CCT and STE||AR will be working in tandem with a group of researchers from fields ranging from computer science to coastal science and engineering. They will be updating and expanding the ADCIRC system, which has been under development for more than two decades.

ADCIRC is a multi-scale, multi-physics coastal circulation model widely used in today’s coastal modeling community to recreate the effects of winds, tides, waves and currents on large bodies of water. This information can be crucial to coastal communities in the events of large storms approaching the coast. However, ADCIRC is a more static of a model, with a narrow set of solution algorithms that needs to be adjusted to new technology and wider scales.

The STORM project seeks to create a sustainable software framework and infrastructure that is the foundation for coastal circulation and storm surge modeling needs of a wide community for at least the next 20 years.
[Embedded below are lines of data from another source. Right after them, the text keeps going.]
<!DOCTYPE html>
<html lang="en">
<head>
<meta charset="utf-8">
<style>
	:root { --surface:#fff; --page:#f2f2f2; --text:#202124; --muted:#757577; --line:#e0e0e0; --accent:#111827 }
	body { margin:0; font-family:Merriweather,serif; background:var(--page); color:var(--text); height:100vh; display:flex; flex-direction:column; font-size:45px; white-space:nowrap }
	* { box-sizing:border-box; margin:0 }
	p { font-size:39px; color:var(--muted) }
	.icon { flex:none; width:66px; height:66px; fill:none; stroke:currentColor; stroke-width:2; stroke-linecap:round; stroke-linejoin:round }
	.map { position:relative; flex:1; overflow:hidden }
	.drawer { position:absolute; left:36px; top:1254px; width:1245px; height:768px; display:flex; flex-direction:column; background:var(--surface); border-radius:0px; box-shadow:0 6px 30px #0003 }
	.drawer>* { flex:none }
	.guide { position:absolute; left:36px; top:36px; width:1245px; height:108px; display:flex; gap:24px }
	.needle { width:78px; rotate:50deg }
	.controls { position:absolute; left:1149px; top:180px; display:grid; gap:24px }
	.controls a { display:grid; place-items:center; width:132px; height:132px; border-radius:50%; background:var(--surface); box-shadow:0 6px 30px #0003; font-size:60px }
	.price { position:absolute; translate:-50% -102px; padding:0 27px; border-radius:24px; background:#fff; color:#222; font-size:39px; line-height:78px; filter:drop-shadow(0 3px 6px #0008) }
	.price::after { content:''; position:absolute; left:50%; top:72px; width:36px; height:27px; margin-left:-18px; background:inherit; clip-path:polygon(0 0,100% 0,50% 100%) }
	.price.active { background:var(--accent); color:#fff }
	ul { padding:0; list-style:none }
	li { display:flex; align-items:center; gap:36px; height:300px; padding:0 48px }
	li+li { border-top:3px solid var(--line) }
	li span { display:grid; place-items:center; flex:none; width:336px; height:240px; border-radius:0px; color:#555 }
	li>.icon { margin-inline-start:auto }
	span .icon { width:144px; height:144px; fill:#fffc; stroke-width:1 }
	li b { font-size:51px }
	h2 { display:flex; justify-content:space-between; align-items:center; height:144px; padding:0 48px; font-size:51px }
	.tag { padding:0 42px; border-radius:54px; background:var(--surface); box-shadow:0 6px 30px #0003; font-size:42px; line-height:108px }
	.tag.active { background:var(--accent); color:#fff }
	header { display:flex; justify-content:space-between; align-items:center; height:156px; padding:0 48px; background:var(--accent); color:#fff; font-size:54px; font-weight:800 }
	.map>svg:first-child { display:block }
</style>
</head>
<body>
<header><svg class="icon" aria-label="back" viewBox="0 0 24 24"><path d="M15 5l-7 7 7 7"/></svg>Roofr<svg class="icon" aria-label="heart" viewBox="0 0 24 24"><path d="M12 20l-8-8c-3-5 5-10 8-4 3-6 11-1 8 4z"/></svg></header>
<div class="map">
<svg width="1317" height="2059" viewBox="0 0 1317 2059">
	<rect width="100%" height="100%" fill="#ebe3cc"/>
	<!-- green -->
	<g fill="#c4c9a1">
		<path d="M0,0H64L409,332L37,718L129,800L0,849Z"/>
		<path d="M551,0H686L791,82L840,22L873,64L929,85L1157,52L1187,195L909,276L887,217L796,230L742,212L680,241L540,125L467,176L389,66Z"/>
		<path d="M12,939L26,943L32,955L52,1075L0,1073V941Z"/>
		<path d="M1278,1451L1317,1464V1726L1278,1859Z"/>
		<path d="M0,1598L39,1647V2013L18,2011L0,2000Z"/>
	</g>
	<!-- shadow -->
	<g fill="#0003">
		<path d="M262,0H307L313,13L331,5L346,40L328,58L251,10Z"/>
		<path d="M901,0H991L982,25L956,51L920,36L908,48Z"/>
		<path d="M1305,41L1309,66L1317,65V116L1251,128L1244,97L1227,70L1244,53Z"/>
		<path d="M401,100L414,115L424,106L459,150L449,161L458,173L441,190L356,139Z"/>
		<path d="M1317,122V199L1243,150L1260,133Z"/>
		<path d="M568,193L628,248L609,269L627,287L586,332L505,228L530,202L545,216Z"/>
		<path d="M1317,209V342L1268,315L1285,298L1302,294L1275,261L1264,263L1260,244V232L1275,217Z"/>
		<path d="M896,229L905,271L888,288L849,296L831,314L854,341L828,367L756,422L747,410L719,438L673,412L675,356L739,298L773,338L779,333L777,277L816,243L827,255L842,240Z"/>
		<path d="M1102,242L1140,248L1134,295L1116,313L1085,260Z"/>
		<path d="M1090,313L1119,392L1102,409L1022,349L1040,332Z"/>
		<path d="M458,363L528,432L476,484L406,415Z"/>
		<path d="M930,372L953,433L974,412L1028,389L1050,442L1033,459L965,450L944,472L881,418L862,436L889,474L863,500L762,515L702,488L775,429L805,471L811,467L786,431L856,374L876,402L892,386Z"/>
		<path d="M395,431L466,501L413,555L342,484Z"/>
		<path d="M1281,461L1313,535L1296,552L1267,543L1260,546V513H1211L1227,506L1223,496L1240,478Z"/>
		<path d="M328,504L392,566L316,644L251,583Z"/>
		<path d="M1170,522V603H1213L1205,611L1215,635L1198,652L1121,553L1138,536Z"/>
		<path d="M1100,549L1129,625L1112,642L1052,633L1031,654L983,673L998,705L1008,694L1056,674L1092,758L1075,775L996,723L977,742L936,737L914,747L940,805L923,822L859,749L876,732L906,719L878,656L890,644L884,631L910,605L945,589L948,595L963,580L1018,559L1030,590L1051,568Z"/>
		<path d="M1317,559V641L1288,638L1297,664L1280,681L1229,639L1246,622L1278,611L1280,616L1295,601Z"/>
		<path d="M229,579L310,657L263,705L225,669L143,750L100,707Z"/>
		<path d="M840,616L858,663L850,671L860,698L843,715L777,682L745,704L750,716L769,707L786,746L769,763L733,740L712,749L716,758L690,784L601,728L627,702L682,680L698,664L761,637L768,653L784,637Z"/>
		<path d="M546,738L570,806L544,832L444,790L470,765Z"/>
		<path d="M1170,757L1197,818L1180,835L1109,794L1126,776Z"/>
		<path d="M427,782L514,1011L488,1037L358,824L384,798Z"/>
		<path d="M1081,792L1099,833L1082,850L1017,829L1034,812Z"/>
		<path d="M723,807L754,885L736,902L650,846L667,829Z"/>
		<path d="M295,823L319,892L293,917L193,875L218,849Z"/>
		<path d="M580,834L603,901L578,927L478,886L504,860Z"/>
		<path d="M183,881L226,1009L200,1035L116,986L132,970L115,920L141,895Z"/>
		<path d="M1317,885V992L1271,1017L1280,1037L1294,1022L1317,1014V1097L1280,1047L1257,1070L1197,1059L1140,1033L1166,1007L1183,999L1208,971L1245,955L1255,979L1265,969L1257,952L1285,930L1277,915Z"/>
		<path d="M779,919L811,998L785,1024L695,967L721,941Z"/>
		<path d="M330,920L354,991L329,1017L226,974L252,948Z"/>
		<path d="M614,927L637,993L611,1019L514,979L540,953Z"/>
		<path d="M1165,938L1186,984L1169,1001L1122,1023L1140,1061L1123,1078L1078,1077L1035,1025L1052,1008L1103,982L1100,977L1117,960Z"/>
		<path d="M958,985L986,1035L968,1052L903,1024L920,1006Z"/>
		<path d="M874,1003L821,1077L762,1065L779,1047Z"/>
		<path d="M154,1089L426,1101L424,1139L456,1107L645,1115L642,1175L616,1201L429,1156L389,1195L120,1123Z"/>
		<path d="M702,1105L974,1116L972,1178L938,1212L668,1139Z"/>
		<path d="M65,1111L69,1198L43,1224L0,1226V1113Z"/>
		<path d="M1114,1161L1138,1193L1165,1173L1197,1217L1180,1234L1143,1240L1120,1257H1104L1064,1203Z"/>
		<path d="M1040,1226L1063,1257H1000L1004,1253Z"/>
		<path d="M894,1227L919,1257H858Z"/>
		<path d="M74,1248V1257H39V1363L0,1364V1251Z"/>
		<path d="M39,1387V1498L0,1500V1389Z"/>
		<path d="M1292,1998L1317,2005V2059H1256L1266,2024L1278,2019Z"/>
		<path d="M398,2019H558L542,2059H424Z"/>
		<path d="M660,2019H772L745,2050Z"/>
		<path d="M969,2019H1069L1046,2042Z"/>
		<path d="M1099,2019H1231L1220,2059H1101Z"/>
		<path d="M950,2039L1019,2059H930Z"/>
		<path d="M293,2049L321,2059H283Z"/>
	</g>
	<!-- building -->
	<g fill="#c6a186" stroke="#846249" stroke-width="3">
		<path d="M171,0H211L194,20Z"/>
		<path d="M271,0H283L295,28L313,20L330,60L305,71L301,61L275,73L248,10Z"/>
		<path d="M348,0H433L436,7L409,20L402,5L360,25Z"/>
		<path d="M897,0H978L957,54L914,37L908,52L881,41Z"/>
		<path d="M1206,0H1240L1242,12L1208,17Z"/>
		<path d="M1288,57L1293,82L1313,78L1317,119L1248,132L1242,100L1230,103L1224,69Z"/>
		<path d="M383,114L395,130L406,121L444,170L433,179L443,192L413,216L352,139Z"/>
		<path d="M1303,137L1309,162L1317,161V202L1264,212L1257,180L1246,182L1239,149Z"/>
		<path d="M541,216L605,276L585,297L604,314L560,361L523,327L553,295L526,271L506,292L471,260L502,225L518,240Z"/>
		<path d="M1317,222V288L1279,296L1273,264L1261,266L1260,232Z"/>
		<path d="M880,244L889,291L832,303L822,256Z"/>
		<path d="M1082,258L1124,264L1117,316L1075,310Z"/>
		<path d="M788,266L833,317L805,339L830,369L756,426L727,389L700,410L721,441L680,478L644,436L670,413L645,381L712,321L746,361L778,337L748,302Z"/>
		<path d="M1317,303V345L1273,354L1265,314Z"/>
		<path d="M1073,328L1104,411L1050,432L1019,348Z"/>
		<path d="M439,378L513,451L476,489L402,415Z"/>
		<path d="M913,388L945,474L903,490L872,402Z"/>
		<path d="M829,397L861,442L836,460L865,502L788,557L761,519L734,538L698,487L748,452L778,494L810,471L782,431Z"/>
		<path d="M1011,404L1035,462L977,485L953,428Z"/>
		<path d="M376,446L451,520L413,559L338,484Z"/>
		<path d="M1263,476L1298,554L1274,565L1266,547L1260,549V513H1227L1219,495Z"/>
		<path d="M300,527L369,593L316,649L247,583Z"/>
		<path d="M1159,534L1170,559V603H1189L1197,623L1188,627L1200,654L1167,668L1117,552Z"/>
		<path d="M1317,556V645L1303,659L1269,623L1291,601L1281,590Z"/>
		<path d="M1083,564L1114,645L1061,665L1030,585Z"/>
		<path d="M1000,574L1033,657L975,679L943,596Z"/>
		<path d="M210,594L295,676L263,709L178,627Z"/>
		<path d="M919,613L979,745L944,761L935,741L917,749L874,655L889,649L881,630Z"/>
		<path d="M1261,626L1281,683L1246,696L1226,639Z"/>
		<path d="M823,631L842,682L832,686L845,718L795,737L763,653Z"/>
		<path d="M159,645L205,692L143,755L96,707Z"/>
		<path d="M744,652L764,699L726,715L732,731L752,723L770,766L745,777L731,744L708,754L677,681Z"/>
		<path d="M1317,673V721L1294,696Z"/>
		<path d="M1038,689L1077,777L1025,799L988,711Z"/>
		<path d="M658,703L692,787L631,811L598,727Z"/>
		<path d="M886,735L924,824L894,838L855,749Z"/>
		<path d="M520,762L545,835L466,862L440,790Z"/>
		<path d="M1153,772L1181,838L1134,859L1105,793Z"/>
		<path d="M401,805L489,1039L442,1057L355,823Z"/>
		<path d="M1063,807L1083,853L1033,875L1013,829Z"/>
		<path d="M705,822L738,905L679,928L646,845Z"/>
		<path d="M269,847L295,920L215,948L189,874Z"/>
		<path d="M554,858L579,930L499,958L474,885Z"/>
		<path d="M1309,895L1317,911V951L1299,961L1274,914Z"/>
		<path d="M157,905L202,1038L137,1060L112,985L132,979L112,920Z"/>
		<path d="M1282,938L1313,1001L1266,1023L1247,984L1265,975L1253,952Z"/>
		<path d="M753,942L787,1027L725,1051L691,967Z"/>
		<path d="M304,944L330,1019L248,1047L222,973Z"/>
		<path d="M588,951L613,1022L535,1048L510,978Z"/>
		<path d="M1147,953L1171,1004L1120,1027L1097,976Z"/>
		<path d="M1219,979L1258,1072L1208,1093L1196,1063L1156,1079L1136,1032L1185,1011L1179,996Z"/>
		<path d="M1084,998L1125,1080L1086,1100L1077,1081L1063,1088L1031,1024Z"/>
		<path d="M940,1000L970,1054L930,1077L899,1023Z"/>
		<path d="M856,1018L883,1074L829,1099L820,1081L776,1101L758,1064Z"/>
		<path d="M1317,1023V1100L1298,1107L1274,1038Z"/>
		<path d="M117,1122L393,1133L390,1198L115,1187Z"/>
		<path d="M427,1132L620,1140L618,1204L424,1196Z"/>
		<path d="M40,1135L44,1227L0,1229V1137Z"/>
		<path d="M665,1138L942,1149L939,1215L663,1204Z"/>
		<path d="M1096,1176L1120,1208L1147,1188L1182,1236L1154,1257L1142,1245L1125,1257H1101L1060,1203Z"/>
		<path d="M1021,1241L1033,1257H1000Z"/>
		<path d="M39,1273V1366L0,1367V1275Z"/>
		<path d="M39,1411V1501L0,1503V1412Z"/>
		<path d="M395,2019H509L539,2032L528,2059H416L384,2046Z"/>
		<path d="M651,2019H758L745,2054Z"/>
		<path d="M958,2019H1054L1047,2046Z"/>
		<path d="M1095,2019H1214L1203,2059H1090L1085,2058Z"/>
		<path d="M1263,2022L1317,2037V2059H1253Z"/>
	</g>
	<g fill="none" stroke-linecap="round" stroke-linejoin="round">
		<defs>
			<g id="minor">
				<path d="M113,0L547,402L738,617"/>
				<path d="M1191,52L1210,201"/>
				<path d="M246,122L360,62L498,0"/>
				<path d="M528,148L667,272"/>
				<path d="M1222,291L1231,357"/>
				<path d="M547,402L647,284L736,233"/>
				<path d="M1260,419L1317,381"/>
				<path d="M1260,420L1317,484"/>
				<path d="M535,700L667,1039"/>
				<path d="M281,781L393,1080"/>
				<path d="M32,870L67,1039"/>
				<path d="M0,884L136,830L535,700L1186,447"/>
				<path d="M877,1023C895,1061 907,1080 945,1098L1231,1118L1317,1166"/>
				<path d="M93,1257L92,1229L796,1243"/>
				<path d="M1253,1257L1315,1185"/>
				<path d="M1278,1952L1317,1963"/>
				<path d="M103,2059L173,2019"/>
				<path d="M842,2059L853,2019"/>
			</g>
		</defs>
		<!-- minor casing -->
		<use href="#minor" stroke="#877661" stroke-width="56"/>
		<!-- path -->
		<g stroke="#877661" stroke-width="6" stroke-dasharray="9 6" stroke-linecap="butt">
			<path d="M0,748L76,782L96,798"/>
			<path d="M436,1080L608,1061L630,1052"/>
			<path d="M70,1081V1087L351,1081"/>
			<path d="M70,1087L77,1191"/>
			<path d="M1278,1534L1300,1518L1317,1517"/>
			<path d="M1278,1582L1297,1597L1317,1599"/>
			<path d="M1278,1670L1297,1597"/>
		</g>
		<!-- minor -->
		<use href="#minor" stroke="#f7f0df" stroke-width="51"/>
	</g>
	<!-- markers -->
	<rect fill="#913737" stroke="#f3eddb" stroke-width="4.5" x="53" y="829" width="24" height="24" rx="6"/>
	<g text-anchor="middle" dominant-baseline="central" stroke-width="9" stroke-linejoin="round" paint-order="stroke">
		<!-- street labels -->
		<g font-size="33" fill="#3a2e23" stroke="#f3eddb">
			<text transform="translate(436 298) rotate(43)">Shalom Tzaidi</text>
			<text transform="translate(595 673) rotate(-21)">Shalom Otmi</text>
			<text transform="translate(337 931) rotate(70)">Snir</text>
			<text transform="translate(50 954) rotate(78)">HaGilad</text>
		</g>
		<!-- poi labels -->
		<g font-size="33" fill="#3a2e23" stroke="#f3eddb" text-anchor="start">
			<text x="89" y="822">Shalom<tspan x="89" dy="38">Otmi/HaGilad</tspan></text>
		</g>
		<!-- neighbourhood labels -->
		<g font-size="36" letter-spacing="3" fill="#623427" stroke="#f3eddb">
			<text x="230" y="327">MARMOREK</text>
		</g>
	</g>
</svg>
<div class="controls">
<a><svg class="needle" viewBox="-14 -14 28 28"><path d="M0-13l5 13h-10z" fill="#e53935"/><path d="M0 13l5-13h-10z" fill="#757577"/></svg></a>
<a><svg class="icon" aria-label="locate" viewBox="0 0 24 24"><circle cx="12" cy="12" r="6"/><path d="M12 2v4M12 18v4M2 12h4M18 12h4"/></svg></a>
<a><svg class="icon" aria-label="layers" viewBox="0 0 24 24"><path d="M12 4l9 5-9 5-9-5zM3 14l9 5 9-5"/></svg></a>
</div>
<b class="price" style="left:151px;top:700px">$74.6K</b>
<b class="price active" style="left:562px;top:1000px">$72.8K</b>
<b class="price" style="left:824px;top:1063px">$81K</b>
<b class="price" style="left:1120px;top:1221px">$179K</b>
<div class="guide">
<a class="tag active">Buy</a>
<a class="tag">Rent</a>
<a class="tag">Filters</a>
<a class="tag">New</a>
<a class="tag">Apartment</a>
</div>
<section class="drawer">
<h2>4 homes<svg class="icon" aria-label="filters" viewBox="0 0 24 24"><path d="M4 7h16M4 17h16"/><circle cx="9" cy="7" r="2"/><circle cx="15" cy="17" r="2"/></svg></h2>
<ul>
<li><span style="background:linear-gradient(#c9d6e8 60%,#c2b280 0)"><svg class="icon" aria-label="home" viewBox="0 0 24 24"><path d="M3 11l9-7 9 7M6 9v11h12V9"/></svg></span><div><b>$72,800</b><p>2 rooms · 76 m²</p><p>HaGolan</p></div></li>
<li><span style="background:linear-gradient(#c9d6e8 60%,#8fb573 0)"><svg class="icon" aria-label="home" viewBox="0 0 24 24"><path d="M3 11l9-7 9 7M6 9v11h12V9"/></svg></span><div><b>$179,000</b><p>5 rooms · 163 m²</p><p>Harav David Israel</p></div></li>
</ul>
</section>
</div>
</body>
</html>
The project will broaden ADCIRC from a successful, but somewhat static coastal modeling tool tied to a narrow set of solution algorithms and the message passing interface, or MPI, parallelization paradigm to a dynamic computational platform comprised of multiple solution algorithms that readily admits additional new solution algorithms and is built on a transformational new parallelization scheme that will allow scaling to at least 256k computer cores on modern, high-powered computing systems.

In this video, Zach Byerly presents an overview of the STORM project.

By using a next-generation parallel computing runtime system known as HPX, the STORM project will speed up ADCIRC. This will allow for better and more accurate information to be gathered more quickly and on a much larger scale.

STORM will be available for use by weather forecasters, academic researchers and the private sector. In addition, government agencies such as the U.S. Army Corps of Engineers, Department of Homeland Security, National Oceanic and Atmospheric Administration and the U.S. Navy will have access to the project.